One technique I’ve used successfully is to create a database view which includes everything needed for the application business method. I like using views because it gives me much more granualar control over exactly what the joins are between tables, and also what fields are returned from the database. It also simplifies the Entity Framework code. But the biggest advantage is that the view becomes an interface – a contract really – between the database and the code. So if you have a DB expert who tells you “Look, your performance issues are down to how your database is designed – I can fix this, but if I do it’ll probably break your application“, you’ll be able to respond “Well, we query the database through a view, so as long as you’re able to create a view that has the same columns and output, you can change the database without affecting us.”
Of course if you’re using a database view, that means you won’t be able to update objects using Entity Framework because a view is read-only…which kind of defeats the purpose of using an ORM. However, if you have someone demanding a fix for a slow site, it’s a lot less intrusive to create and index a view than it is to re-engineer the application.
Note: I’m not advocating this as a magic bullet – it’s just a technique that sometimes has its place.
This is an Entity Framework setting. If you’re using views – or you know that your Entity Framework call won’t need to update the database – you can get an extra performance boost by using the AsNoTracking keyword.
var cars = context.Cars.AsNoTracking().Where(c => c.Color == "Red");
This will give you a performance boost if you’re returning large volumes of data, but less so for smaller volumes.
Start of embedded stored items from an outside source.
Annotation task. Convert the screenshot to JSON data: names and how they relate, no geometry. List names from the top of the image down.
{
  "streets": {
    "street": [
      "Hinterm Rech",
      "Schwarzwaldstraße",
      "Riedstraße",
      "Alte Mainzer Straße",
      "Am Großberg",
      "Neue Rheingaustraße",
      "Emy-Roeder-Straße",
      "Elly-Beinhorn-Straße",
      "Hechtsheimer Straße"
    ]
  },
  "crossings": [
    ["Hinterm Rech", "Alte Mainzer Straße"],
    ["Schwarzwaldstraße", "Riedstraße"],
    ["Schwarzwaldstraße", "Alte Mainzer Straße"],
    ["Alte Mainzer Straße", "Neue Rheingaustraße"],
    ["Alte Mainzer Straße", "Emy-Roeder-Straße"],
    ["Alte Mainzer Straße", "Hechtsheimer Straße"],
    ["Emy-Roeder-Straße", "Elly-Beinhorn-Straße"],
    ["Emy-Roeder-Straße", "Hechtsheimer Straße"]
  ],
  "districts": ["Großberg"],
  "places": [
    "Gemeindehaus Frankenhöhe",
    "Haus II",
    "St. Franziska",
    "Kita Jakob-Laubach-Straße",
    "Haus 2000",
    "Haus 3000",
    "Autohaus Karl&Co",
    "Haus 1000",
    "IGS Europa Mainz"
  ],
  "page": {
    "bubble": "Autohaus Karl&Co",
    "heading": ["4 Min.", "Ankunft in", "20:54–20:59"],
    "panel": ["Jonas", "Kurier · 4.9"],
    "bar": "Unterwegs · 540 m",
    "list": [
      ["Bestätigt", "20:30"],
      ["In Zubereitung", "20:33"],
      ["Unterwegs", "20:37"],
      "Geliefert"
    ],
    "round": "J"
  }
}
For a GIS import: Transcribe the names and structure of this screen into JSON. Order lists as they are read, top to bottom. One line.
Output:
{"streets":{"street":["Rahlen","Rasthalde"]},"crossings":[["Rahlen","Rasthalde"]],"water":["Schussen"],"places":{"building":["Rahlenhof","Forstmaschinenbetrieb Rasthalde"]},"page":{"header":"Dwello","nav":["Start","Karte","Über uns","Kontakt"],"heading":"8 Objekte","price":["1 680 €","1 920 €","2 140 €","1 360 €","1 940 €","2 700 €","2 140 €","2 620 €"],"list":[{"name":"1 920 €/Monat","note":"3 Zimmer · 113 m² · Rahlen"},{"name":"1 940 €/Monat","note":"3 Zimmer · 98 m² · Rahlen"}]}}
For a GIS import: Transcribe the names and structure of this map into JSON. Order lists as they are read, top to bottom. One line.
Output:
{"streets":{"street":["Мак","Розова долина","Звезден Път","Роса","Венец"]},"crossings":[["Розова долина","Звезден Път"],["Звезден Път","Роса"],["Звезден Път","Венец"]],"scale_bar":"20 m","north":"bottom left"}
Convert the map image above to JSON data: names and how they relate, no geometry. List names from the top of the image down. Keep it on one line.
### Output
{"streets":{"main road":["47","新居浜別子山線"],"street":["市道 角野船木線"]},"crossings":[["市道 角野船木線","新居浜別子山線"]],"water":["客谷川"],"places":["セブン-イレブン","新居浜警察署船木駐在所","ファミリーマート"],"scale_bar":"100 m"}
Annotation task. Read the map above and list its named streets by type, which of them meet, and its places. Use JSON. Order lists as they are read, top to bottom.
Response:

Your mileage may vary – but remember you need to be sure you aren’t updating the context to use this.
- Ignore the wisdom of the newsgroup posts that say “Entity Framework’s just slow, nothing you can do”;
- Instead, run SQL Server profiler on the database, and put the resulting trace file through SQL Server’s Database Engine Tuning Adviser to find indices that will improve the slowest queries;
- Analyse the code to identify the “Select N+1” problem – there almost always is one of these in the code somewhere. If you want to find it, turn off lazy loading and run your tests.
- If you’re returning large volumes of data into a read-only list, see if you can use AsNoTracking to squeeze a bit more performance from your application.